• [MATERIAL FOR THIS EXERCISE]

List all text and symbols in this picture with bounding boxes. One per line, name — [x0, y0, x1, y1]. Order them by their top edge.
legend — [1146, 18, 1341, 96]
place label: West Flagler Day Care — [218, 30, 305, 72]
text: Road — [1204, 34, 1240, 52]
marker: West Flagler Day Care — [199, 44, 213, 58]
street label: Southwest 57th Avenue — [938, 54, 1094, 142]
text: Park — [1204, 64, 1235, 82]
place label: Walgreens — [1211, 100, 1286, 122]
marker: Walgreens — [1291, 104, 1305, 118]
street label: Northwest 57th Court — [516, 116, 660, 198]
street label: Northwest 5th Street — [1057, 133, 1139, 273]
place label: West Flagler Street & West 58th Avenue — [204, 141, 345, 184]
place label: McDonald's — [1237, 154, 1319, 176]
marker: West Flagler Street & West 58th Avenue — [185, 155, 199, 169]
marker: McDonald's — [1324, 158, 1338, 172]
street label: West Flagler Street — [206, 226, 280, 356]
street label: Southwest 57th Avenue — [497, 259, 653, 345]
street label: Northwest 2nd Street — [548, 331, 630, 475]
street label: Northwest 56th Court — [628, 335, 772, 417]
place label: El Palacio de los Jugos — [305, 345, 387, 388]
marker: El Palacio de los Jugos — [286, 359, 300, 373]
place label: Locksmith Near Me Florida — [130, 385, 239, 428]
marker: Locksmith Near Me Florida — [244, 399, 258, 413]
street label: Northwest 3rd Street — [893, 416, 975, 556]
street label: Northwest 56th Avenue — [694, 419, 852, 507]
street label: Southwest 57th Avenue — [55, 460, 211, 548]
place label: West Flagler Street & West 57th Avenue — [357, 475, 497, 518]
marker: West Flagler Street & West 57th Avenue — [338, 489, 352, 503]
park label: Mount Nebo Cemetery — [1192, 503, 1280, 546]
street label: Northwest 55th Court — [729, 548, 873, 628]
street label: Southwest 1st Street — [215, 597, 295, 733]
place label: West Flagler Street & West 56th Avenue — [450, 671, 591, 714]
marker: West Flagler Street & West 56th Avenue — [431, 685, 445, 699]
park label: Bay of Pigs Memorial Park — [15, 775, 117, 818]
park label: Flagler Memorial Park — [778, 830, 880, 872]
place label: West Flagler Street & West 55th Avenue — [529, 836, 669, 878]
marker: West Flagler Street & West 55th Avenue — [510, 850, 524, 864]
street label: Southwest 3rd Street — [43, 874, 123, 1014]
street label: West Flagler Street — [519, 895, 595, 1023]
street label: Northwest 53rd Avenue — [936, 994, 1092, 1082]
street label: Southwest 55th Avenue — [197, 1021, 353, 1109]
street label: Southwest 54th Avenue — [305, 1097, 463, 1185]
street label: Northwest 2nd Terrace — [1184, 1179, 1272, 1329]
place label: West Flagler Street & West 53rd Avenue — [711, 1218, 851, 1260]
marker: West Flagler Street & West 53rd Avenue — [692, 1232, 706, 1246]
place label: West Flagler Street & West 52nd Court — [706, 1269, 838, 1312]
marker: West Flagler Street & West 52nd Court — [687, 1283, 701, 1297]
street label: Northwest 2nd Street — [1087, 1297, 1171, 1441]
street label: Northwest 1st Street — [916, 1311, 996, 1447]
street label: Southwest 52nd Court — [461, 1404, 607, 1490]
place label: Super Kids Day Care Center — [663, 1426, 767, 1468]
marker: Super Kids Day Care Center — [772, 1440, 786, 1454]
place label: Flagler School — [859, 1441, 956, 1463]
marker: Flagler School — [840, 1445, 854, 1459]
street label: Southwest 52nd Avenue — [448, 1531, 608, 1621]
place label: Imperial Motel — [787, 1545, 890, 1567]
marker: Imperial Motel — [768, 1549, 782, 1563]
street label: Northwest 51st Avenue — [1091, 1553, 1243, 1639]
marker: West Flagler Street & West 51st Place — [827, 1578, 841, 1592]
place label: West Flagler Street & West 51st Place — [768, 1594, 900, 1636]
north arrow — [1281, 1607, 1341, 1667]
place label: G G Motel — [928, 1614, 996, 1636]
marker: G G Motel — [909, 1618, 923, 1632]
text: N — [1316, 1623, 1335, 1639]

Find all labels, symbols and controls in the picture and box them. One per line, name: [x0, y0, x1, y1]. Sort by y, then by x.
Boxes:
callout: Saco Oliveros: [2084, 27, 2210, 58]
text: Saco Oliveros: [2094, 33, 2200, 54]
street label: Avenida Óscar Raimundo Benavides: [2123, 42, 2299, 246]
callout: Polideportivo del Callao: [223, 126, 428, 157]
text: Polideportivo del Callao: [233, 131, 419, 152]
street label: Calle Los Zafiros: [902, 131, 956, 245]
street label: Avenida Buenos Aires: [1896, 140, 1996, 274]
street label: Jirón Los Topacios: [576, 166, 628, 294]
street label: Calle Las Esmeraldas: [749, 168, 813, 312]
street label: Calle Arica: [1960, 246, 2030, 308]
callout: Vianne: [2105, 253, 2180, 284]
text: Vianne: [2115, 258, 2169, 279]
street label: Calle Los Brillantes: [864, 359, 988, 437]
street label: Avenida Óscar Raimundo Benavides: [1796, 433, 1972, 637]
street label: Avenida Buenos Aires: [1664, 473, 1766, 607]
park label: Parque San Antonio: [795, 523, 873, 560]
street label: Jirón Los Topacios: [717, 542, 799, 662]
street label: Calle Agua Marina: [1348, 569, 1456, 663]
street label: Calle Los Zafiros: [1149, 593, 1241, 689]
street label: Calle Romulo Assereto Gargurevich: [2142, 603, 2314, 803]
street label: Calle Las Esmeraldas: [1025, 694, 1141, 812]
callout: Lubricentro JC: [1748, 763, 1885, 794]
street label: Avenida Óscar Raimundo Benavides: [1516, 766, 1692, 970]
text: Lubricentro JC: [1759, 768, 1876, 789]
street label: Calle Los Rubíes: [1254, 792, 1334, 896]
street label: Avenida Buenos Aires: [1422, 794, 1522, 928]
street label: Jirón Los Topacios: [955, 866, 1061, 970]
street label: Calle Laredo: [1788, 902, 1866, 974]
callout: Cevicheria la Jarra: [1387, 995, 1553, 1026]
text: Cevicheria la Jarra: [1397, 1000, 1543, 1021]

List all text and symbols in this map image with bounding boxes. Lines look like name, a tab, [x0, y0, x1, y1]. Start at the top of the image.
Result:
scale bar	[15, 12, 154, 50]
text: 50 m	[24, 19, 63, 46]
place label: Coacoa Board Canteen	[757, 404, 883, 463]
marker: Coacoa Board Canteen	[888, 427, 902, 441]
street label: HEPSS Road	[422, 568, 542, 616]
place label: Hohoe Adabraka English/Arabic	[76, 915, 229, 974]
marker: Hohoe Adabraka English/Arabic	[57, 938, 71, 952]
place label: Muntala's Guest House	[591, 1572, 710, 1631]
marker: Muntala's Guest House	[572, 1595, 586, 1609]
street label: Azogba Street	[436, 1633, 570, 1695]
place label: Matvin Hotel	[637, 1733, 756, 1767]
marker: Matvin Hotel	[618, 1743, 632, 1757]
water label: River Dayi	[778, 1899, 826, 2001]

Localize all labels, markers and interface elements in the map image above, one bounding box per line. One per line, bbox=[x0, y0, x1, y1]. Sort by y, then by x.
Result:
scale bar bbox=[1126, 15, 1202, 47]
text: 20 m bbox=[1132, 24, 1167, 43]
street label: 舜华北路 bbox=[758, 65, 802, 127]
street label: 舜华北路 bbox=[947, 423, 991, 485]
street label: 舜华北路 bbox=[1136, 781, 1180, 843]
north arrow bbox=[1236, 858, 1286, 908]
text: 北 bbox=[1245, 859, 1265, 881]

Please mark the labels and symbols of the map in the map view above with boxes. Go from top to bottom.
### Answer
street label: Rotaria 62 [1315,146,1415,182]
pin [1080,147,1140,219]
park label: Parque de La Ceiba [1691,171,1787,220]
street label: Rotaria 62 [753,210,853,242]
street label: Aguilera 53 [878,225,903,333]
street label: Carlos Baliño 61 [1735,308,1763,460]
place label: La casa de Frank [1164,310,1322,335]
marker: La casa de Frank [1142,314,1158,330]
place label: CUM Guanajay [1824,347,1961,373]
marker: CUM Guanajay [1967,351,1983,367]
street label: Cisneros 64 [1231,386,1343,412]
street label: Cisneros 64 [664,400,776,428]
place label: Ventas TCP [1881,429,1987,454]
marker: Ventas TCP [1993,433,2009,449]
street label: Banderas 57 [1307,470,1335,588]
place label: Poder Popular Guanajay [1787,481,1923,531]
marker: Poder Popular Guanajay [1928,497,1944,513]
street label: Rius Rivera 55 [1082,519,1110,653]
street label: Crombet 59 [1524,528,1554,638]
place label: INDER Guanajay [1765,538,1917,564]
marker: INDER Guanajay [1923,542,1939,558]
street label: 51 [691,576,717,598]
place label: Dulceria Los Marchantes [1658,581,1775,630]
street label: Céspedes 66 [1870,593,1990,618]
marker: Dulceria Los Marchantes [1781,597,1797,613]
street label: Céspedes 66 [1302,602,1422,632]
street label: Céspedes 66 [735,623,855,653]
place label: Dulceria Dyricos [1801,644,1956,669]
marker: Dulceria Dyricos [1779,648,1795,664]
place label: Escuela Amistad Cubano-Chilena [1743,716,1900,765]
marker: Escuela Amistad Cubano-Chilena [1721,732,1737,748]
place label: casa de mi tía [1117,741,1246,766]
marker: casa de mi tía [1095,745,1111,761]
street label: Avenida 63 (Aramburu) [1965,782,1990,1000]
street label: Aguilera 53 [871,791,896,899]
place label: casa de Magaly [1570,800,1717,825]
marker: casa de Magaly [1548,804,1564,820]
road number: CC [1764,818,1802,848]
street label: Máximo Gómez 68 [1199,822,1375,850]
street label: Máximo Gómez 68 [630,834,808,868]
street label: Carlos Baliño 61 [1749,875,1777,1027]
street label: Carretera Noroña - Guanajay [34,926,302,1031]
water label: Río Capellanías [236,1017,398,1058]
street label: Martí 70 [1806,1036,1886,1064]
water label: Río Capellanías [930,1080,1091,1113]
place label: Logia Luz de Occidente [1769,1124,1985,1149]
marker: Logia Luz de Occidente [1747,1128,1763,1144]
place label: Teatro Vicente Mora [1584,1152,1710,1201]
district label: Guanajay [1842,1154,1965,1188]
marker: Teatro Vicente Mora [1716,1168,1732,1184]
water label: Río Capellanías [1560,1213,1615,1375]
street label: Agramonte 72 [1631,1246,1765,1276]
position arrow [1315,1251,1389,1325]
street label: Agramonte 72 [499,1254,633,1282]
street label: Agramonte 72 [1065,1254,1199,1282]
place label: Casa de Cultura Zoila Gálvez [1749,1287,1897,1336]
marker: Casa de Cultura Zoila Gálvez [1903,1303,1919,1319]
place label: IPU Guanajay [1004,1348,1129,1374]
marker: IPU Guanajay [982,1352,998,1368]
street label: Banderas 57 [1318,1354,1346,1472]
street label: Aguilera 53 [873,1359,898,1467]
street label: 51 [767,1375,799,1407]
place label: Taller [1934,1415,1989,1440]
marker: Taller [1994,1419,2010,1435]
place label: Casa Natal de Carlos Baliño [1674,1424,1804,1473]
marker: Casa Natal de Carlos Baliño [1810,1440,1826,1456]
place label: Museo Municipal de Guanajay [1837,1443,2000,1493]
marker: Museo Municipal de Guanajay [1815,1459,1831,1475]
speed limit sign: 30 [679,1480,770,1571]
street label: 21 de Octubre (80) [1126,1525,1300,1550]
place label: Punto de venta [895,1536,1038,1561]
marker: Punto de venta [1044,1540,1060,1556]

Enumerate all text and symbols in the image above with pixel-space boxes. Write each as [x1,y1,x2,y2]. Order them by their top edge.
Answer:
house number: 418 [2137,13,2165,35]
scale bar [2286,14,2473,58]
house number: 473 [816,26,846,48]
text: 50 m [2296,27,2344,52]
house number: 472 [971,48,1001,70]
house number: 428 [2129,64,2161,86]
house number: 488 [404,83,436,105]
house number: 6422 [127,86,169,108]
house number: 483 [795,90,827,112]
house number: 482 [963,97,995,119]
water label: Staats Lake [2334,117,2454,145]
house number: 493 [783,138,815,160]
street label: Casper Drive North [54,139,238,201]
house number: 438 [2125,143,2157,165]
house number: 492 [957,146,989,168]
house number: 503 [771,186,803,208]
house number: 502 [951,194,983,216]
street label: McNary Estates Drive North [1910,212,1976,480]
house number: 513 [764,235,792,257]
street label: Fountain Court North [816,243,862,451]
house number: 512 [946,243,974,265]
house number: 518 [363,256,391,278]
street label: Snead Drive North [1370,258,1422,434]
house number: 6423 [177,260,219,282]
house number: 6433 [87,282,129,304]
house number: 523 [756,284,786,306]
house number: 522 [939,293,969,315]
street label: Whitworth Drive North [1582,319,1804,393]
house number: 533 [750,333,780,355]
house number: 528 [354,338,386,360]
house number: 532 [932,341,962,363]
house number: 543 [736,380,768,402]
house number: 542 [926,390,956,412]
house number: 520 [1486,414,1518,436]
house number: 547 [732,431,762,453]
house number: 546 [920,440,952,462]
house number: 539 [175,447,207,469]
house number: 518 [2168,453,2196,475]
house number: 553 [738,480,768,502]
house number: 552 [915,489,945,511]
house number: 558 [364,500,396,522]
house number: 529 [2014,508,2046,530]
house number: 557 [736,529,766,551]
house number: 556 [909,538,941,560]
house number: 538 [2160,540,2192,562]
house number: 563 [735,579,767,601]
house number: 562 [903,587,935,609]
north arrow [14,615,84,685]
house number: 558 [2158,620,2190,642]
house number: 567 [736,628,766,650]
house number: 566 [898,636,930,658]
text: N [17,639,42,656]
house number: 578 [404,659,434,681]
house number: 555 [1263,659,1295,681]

• [WORK TASK] Pull out every line of the records above that contains the word "bounding".

• [SOLUTION]
List all text and symbols in this picture with bounding boxes. One per line, name — [x0, y0, x1, y1]. Order them by their top edge.
List all text and symbols in this map image with bounding boxes. Lines look like name, a tab, [x0, y0, x1, y1]. Start at the top of the image.
Localize all labels, markers and interface elements in the map image above, one bounding box per line. One per line, bbox=[x0, y0, x1, y1]. Sort by y, then by x.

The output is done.